Within cycling distance from my home is the church at Harlton. The village is known now as the home of Gwen Raverat from 1925 to 1941, although she is buried with her family in Trumpington.
There are various monuments over the church, in windows and on plaques. Also over the church are bits of scratched graffiti as well as a large monument in alabaster and marble.
The Fryer Monument
The first John Fryer, father of Thomas Fryer, the elder of the men commemorated on the monument, was born at Balsham and educated at Eton, King’s College Cambridge, and the University of Padua, then the greatest medical school in Europe. Although he was for a time a Lutheran, and was indeed imprisoned for heresy in the 1520s, by 1561 he was imprisoned in the Tower of London for Catholicism. He was released in 1563, but died of the plague in October of that year.
A scratched Elizabethan gravedigger with spade.
Said to be a consecration mark this pattern can be found all over the country, in churches, barns, castles and on furniture. Most people call them Daisy Wheels or Hexfoils.
The root screen below is said to be Cambridgeshire’s only one made totally of stone.
The rector of the church in 1908-1922 was William Ellison and his son, Jan was the carver of the twelve disciples in the reredos – in the style of Eric Gill. One of eight children, Henry Jan was born in Harlton, and studied sculpture in Paris with Ossip Zadkine. There he met many of the key figures of the artistic avant-gardes of the 1920s and ’30s.

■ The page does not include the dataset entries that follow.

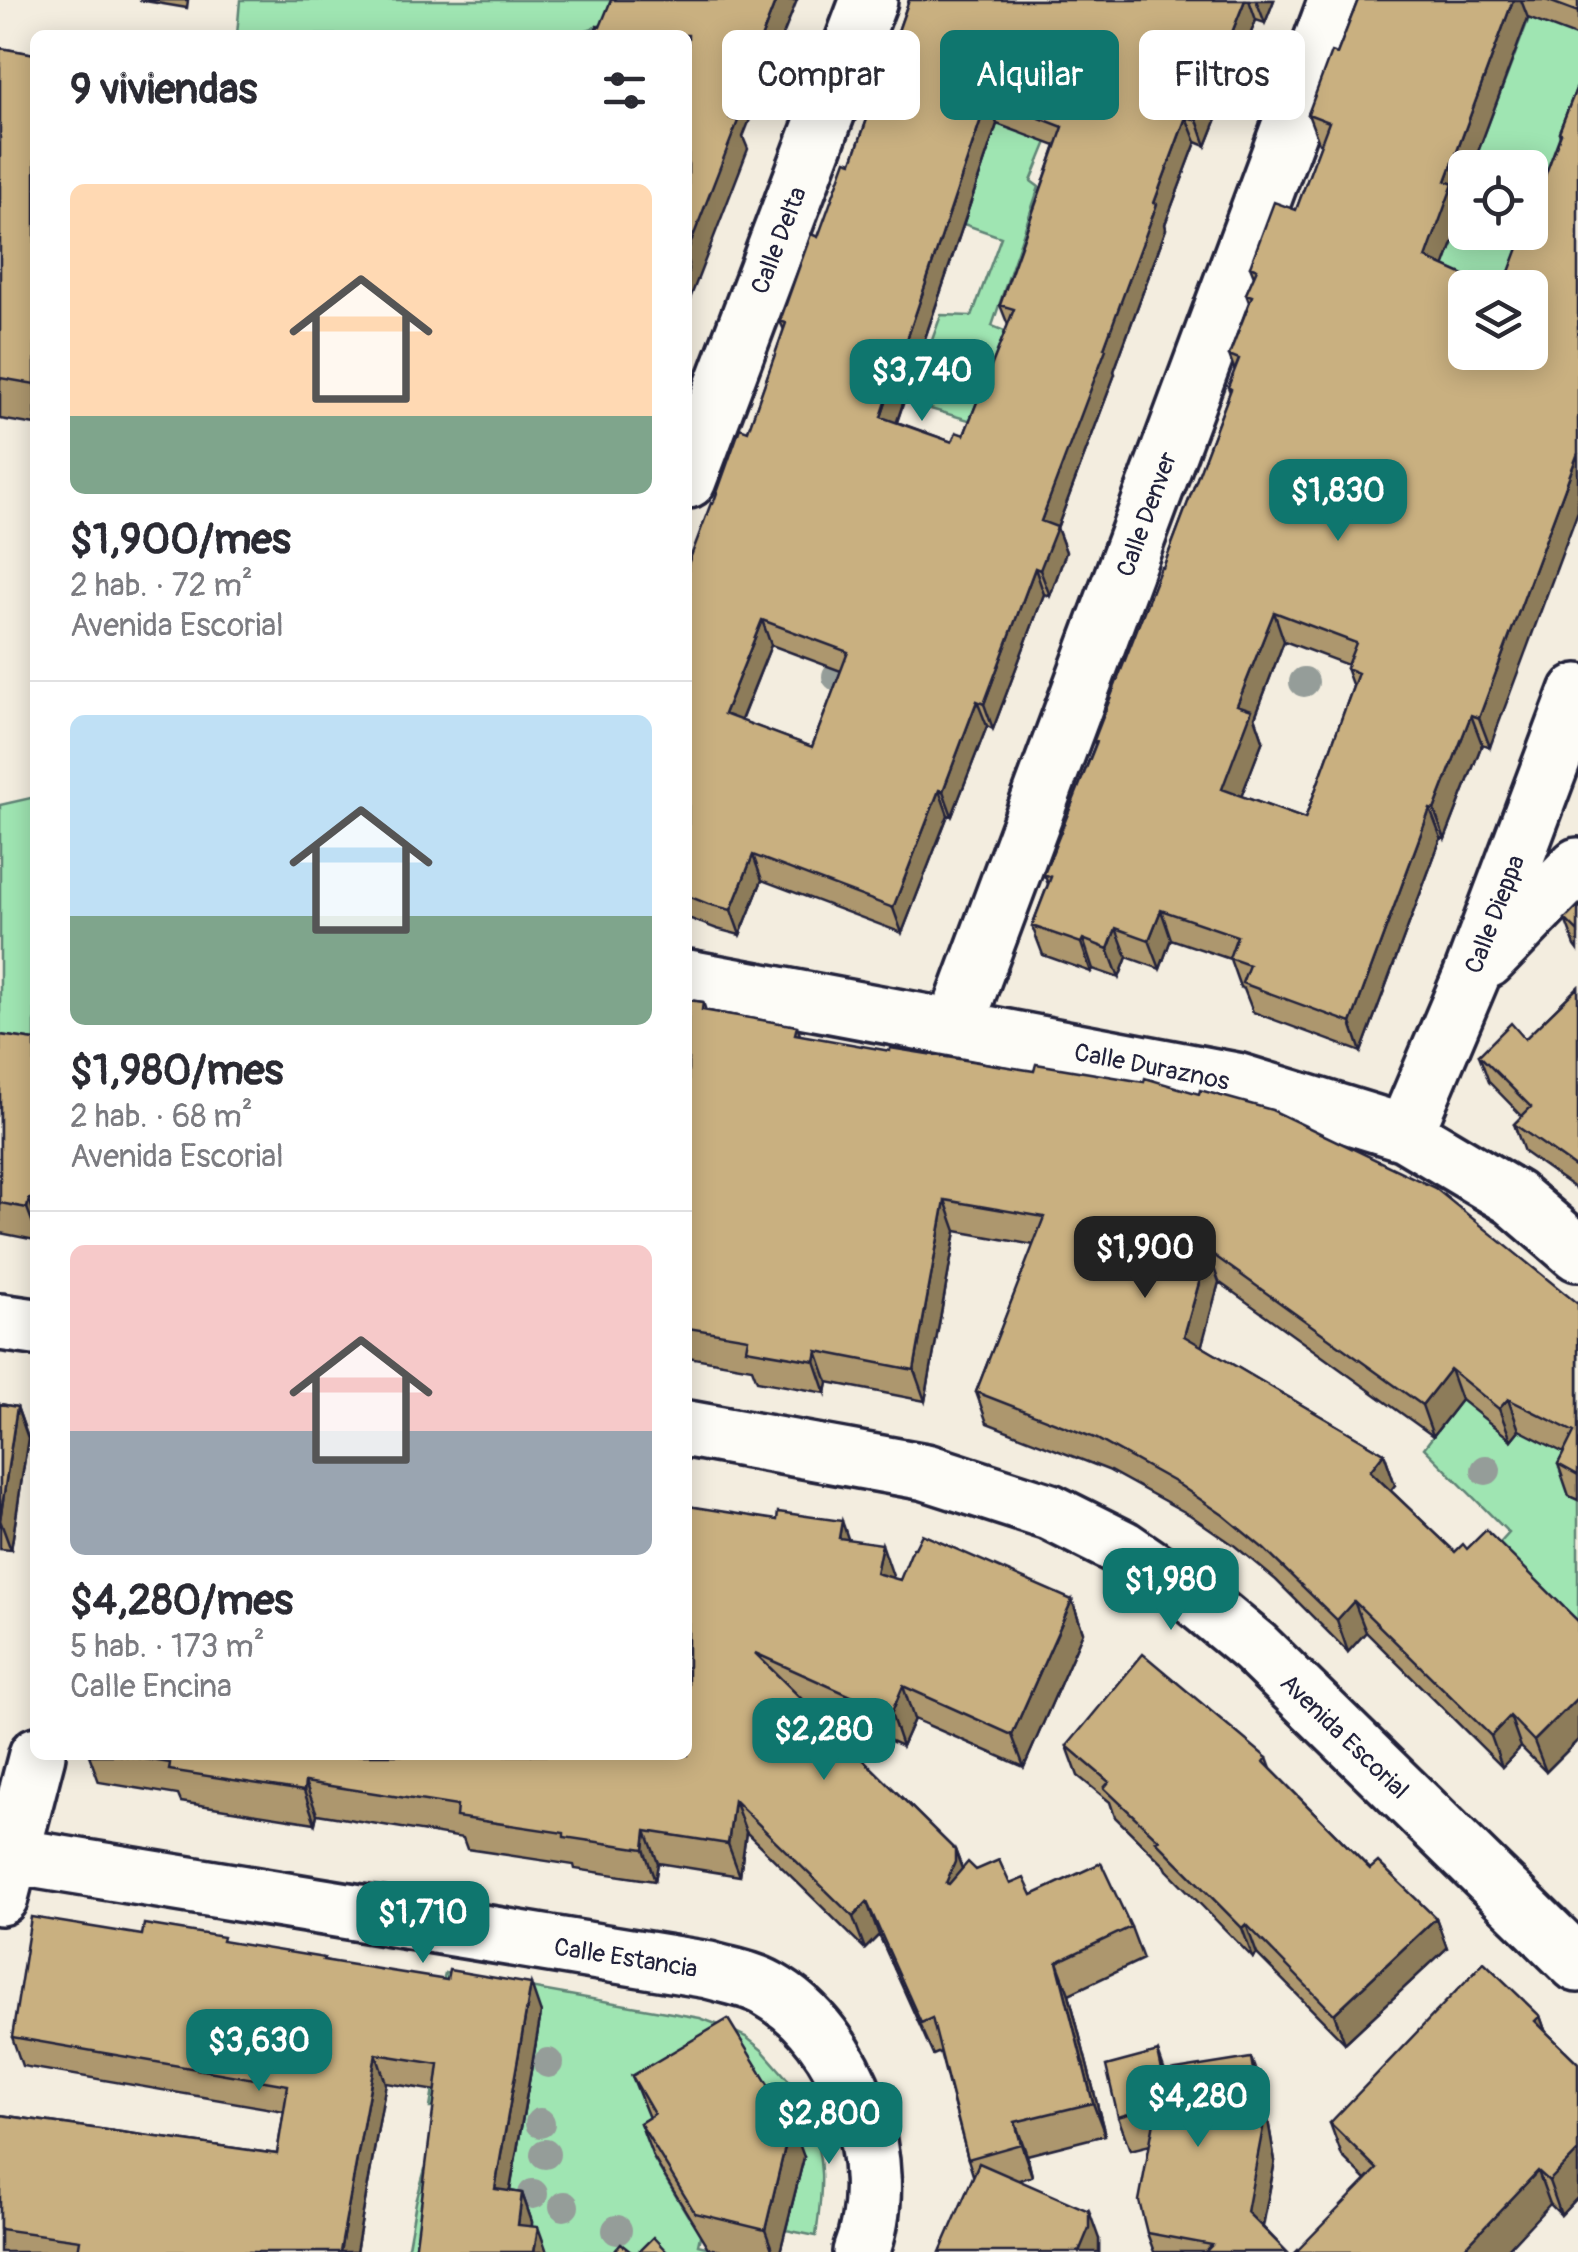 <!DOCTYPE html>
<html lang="es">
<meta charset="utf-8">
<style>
body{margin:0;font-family:Pangolin,sans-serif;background:#f2f2f3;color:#2b2b33;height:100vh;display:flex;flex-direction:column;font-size:38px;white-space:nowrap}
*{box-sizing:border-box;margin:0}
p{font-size:32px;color:#7c7c81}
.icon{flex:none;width:55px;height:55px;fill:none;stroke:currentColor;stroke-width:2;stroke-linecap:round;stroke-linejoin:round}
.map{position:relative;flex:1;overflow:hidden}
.sheet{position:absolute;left:30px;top:30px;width:662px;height:1730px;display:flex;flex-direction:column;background:#fff;border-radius:15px;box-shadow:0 5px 25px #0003}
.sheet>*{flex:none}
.hud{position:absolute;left:722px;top:30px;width:705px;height:90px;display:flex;gap:20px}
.buttons{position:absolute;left:1448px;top:150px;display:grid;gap:20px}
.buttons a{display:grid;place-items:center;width:100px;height:100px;border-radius:15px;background:#fff;box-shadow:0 5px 25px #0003;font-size:50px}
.price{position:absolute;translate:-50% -85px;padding:0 22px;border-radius:20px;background:#0f766e;color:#fff;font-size:32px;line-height:65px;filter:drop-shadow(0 2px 5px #0008)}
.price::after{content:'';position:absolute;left:50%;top:60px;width:30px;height:22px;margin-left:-15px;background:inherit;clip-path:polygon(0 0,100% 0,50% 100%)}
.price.active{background:#222;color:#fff}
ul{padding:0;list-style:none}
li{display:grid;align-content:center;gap:20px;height:530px;padding:0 40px}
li+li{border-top:2px solid #e1e1e2}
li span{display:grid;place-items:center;height:310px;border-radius:15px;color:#555}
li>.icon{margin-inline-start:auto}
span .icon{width:180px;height:180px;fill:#fffc;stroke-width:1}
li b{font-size:42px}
h2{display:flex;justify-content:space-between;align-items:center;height:120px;padding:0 40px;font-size:42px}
.chip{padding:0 35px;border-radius:15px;background:#fff;box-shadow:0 5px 25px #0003;font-size:35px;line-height:90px}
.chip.active{background:#0f766e;color:#fff}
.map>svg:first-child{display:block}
.green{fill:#9fe5b2;stroke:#608476;stroke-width:2.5}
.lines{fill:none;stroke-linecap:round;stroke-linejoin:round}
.minor-casing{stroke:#22223b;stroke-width:62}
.minor{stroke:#fdfcf7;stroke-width:55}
.tree{fill:#959d99}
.wall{fill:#ad976e;stroke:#22223b;stroke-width:2.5;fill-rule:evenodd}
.shaded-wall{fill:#8d7b5a;stroke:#22223b;stroke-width:2.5}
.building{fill:#c9b080;stroke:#22223b;stroke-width:2.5;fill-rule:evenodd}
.labels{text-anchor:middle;stroke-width:8;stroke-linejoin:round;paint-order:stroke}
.street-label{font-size:25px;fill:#22223b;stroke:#fdfcf7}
</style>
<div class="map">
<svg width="1578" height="2252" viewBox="0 0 1578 2252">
<rect width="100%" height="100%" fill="#f3eddf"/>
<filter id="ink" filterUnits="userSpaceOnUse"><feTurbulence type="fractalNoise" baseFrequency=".01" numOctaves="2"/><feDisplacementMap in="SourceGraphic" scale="20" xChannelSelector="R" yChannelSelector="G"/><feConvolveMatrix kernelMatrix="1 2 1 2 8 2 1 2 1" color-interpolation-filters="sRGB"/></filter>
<g filter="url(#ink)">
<!-- green -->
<path class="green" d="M240,0H655L619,19L572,35H237Z
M1578,0V140L1524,287L1465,288V352L1431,284C1445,265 1455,242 1462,219C1465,208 1461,198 1465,187V232H1530V168L1472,167L1529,18L1547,25Z
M920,91L1047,142L1031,181L1039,187L992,326L1086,364L977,442L969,420L906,402L916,385L941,315L972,316L1001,237L938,215L974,187L994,132Z
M35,797V1049L0,1042V805Z
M1578,1357V1641L1491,1553L1509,1533L1424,1448L1461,1400Z
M445,1973L700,2018L727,2028L746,2037L762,2050L791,2083L804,2104L780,2119L667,2149L653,2158L688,2216L704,2218L698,2245L725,2252H407L416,2202L425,2169L517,2150L541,2013L440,2108H430L446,2008L437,2006Z
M806,2114C827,2155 822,2193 816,2236L786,2230L804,2157L785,2126Z"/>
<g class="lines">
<!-- minor casing -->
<g class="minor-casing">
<path id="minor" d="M688,480L869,0
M1487,960L1578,866
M688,978L1236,1081L1405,1133L1514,1198L1578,1253
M955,1027L1337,0
M1405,1133L1471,977L1578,692
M0,1322L35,1327
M688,1429L926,1472L1050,1512L1122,1548L1196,1599L1254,1647L1578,1964
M0,1854L709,1970C728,1976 751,1979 768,1989C850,2035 895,2165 861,2252
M0,1897L37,1755"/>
</g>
<!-- minor -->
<use href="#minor" class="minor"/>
</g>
<!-- trees -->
<g class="tree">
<circle cx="958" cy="367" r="15"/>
<circle cx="837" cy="676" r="15"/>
<circle cx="1304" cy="682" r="15"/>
<circle cx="1486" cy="1470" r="15"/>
<circle cx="548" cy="2063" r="15"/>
<circle cx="540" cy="2123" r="15"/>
<circle cx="545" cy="2154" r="15"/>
<circle cx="533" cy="2194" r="15"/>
<circle cx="564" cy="2206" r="15"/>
<circle cx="617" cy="2230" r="15"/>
</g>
<!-- wall -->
<path class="wall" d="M139,0H188L187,8Z
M909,0H1274L1265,23L1256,20L1206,146L1196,142L1165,224L1166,229L1114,371L1115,374L1057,528L1066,552L1050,596L1044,594L993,729L987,726L952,816L948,815L902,933L762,880L740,935L717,929L688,918V564L713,504L748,431L784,330L780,321L852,162ZM997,124L1056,146L1000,305L1008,325L964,435L952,442L897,422ZM771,645L841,671L812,747L741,721Z
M1358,0H1578V37L1528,18L1465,168V187L1460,201L1464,213L1444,266L1530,352L1560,136L1559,132L1578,84L1490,747L1482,744L1445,839L1441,838L1361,1052L1253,1012L1244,989L1240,987L1230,959L1171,939L1160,969L1127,957L1119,978L1093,969L1091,972L1043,955L1032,926L1048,884L1044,874L1095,745L1094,740L1163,568L1230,392L1228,387L1235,371L1229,355L1249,302L1246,294L1254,276L1250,266L1296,210L1321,144L1319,143L1308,114L1337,54ZM1284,641L1348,665L1346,668L1353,687L1305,819L1241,796L1263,740L1255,717Z
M0,48L35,54V425L0,419Z
M1578,906V950L1575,946L1565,919Z
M1578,987V1190L1524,1152L1514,1124L1522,1116L1489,1082L1479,1055L1525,1039Z
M688,1000L703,1002L706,1011L797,1026L800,1035L1578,1304V1500L1569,1496L1558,1464L1564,1453L1519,1430L1511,1440L1461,1400L1433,1436L1219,1282L1201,1346L1384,1453L1395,1485L1390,1490L1455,1552L1467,1549L1578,1621V1740L1546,1772L1521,1747L1502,1767L1366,1632L1348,1652L1276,1580L1235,1546L1190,1515L1108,1470L987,1423L976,1392L1034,1245L956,1231L925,1401L828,1382L826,1393L757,1381L752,1368L688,1357Z
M0,1035L35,1040V1240L0,1233Z
M0,1404L17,1407L28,1438L11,1550L0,1549Z
M688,1506L848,1539L893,1576V1578L900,1580L1072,1600L1083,1632L1024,1767L914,1719L902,1746L806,1703L955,1850L962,1868L976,1870L1032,1895L1131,1927L1143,1959L1069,1994L1105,2135L1027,2155L1032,2176L1019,2180L1099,2239V2252L973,2175L968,2159L940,2052L933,2055L879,1935L865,1949L746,1832L740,1876L658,1863L655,1881L575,1869L574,1865L467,1849L463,1838L317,1814L315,1823L181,1802L178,1795L99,1782L89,1755H688Z
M1067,1746L1267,1758L1271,1769L1370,1869L1436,1918L1447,1948L1345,2043L1257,1954L1253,1958L1167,1870L1165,1866L1115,1817L1110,1802L1078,1776Z
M142,1935L224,1942L324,1960L541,2013L510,2191L522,2193L532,2222V2227L547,2252L436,2091L386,2083L356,2252H0V2115L277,2154L284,2111L22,2066L12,2037Z
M1540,2016L1545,2031L1578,2063V2197L1561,2215L1550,2204L1366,2180L1342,2156L1330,2123Z
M1158,2052L1165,2072L1263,2091L1275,2161L1263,2227L1287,2252H1154L1147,2233L1150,2145L1130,2150L1118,2117Z
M632,2076L804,2157L780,2252H725L708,2248L653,2157L640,2123L649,2118Z"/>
<!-- shaded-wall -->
<path class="shaded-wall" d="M776,0H797L743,137L748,149L688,304V250L730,118Z
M1245,0H1249L1256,20L1206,146L1197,120Z
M1256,0H1274L1265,23Z
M1513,0H1521L1528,18L1472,168H1465V187L1460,201L1464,213L1437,287L1426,258L1446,181Z
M988,98L997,124L890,442L881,417Z
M1186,117L1196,142L1165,224L1166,229L1114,371L1115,374L1057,528L1066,552L1050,596L1040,570L1041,521L1104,348L1154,203Z
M1578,453V511L1490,747L1479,718Z
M1035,568L1044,594L993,729L984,704Z
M1274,612L1284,641L1255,717L1263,740L1233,818L1222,789L1237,705Z
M762,620L771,645L733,740L724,714Z
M977,701L987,726L952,816L943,791Z
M1471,715L1482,744L1445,839L1434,810Z
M939,790L948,815L902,933L893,908Z
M1430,809L1441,838L1361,1052L1351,1023Z
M753,855L762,880L740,935L731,910Z
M1161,910L1171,939L1160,969L1149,940Z
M1116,928L1127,957L1119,978L1108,949Z
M1083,939L1093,969L1091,972L1081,943Z
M29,1199L35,1216V1229L27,1208Z
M945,1200L956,1231L925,1401L914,1370Z
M1208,1251L1219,1282L1196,1367L1184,1336Z
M817,1351L828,1382L826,1393L815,1361Z
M1450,1369L1461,1400L1433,1436L1422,1405Z
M1508,1399L1519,1430L1511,1440L1499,1409Z
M17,1407L28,1438L11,1550L0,1520Z
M1384,1453L1395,1485L1381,1502L1370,1471Z
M842,1521L853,1553L839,1538Z
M882,1544L893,1576L888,1606L876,1573Z
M1072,1600L1083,1632L1024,1767L1012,1735Z
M1354,1601L1366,1632L1348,1652L1337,1620Z
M903,1686L914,1719L902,1746L891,1714Z
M1578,1697V1740L1546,1772L1534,1741Z
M1510,1716L1521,1747L1502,1767L1491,1736Z
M305,1782L317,1814L315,1823L304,1791Z
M734,1800L746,1832L740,1876L728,1844Z
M646,1831L658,1863L655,1881L644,1849Z
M955,1850L967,1882V1894L946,1883Z
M867,1902L879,1935L865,1949L853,1917Z
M1436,1918L1447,1948L1345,2043L1334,2014Z
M1246,1924L1257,1954L1253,1958L1242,1928Z
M1057,1962L1069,1994L1105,2135L1093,2103Z
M531,1984L541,2013L505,2218L495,2189Z
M1540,2016L1552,2049L1535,2021Z
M376,2054L386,2083L356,2252H340Z
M1251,2058L1263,2091L1275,2161L1259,2245L1247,2212Z
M791,2122L804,2157L780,2252H773L765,2230Z
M1015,2122L1027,2155L1032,2176L1021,2144Z
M1578,2151V2197L1561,2215L1549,2181Z
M1538,2171L1550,2204L1505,2252H1461Z
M522,2193L532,2222L529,2252L518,2225Z
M1089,2211L1099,2239V2252H1079Z
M538,2227L547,2252H534Z"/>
<!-- building -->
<path class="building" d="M611,0H776L730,118L738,121L688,250V35H594L597,26L600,27Z
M909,0H1245L1197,120L1186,117L1154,203L1157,204L1104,348L1106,349L1041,521L1057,527L1040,570L1035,568L984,704L977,701L943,791L939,790L893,908L753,855L731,910L708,904L688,896V599L690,593L688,592V564L711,503L713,504L740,428L748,431L786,323L780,321L811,234L818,237L846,160L852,162ZM988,98L1063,127L1000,305L1014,309L964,435L956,432L952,442L881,417ZM762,620L848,652L812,747L724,714Z
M1358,0H1513L1446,181L1453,184L1426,258L1493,288H1465V352H1530V288H1503L1524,232H1530V216L1561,133L1559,132L1578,84V453L1479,718L1471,715L1434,810L1430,809L1351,1023L1242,983L1249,965L1229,958L1237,936L1161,910L1149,940L1116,928L1108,949L1083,939L1081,943L1032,926L1051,877L1044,874L1097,741L1094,740L1161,567L1163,568L1231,389L1228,387L1239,359L1229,355L1252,296L1246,294L1257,269L1250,266L1274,202L1296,210L1329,122L1308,114L1331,52L1337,54ZM1274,612L1356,643L1346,668L1358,673L1305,819L1222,789L1252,710L1237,705Z
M1546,0H1578V12Z
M0,48L35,54V384L0,378Z
M1578,906V932L1565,919Z
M1578,987V1164L1575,1167L1514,1124L1531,1107L1479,1055L1511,1023L1525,1039Z
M688,1000L703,1002L702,1010L797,1026L795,1034L890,1051V1048L1034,1071L1036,1064L1144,1082L1145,1078L1199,1094L1200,1090L1272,1110L1435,1188L1578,1304V1475L1558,1464L1574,1432L1508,1399L1499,1409L1450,1369L1422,1405L1208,1251L1184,1336L1384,1453L1370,1471L1455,1552L1463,1544L1467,1549L1486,1530L1578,1621V1697L1534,1741L1510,1716L1491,1736L1354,1601L1337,1620L1264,1549L1223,1515L1178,1484L1097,1439L976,1392L1044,1217L945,1200L914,1370L817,1351L815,1361L746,1349L748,1338L688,1328Z
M0,1035L35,1040V1199H29L27,1208L0,1203Z
M0,1404L17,1407L0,1520Z
M688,1506L777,1520L778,1512L842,1521L839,1538L882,1544L876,1573L900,1580L913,1548H915L922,1534L1072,1600L1012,1735L903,1686L891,1714L755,1653L955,1850V1862L946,1883L949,1884L968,1862L976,1870L999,1860L1010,1884L1024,1878L1032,1895L1101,1863L1131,1927L1057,1962L1093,2103L1015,2122L1021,2144L968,2159L932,2018L921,2023L867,1902L853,1917L734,1800L728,1844L646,1831L644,1849L564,1837V1833L456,1817L457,1806L305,1782L304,1791L169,1770L170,1763L120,1755H688Z
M1143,1654L1267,1758L1264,1762L1370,1869L1378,1862L1436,1918L1334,2014L1246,1924L1242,1928L1156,1841L1159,1840L1104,1788L1109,1782L1067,1746Z
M31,1917L142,1935L144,1924L223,1937L222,1941L324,1958L323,1960L447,1980L449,1970L531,1984L495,2189L522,2193L518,2225L538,2227L534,2252H415L439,2064L376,2054L340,2252H78L80,2240L0,2229V2115L277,2154L288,2085L12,2037Z
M1484,1962L1540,2016L1535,2021L1578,2063V2151L1549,2181L1538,2171L1461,2252H1296L1377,2169L1330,2123Z
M728,2019L791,2122L765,2230L695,2213L640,2123L654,2114L632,2076Z
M1158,2052L1163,2075V2072L1251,2058L1263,2128L1247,2212L1287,2252H1205L1212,2245L1147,2233L1139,2201L1157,2106L1118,2117L1106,2066Z
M979,2163L1089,2211V2228L1079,2252H940Z
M653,2237L667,2252H638Z
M621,2244L630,2251L629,2252H614Z"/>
</g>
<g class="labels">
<!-- street labels -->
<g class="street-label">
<text transform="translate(778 240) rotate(-69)" y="9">Calle Delta</text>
<text transform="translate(1146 514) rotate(-70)" y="9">Calle Denver</text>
<text transform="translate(1494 914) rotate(-69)" y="9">Calle Dieppa</text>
<text transform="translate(1152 1066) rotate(11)" y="9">Calle Duraznos</text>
<text transform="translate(1345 1736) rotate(44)" y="9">Avenida Escorial</text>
<text transform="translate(626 1957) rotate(9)" y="9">Calle Estancia</text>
</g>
</g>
</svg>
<div class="buttons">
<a><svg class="icon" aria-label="locate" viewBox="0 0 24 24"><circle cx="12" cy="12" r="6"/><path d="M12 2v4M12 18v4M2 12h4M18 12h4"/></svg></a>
<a><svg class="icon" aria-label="layers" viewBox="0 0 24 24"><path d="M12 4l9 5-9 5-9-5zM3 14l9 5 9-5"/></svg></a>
</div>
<b class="price" style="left:922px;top:424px">$3,740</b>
<b class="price" style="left:1338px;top:544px">$1,830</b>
<b class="price active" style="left:1145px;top:1301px">$1,900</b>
<b class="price" style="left:1171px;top:1633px">$1,980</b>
<b class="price" style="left:824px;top:1783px">$2,280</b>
<b class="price" style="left:423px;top:1966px">$1,710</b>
<b class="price" style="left:259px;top:2094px">$3,630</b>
<b class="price" style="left:1198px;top:2150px">$4,280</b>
<b class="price" style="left:829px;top:2167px">$2,800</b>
<div class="hud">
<a class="chip">Comprar</a>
<a class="chip active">Alquilar</a>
<a class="chip">Filtros</a>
</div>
<section class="sheet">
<h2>9 viviendas<svg class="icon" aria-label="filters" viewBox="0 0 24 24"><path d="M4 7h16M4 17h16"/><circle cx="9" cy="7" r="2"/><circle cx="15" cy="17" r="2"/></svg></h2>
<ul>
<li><span style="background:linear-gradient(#ffd9b3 75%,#7fa58c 0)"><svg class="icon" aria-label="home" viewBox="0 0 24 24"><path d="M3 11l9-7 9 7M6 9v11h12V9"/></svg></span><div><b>$1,900/mes</b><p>2 hab. · 72 m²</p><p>Avenida Escorial</p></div></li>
<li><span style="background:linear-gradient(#bfe0f5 65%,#7fa58c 0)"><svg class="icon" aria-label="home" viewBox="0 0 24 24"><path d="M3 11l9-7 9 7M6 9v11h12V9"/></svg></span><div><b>$1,980/mes</b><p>2 hab. · 68 m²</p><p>Avenida Escorial</p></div></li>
<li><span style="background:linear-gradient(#f6c9c9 60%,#9aa5b1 0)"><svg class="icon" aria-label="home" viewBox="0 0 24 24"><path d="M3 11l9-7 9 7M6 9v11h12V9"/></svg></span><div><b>$4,280/mes</b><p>5 hab. · 173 m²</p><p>Calle Encina</p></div></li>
</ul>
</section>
</div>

In 1935 he designed sculpture for Walter Gropius and Maxwell Fry’s Sun House in Hampstead.
After working as an intelligence agent in the Middle East during World War Two, he re-trained in ceramic studies at the Central School of Arts and Crafts, London. He set up the Cross Keys Pottery in Cambridge with his wife Zoë. The church now has three of their vases inside and two wall planters.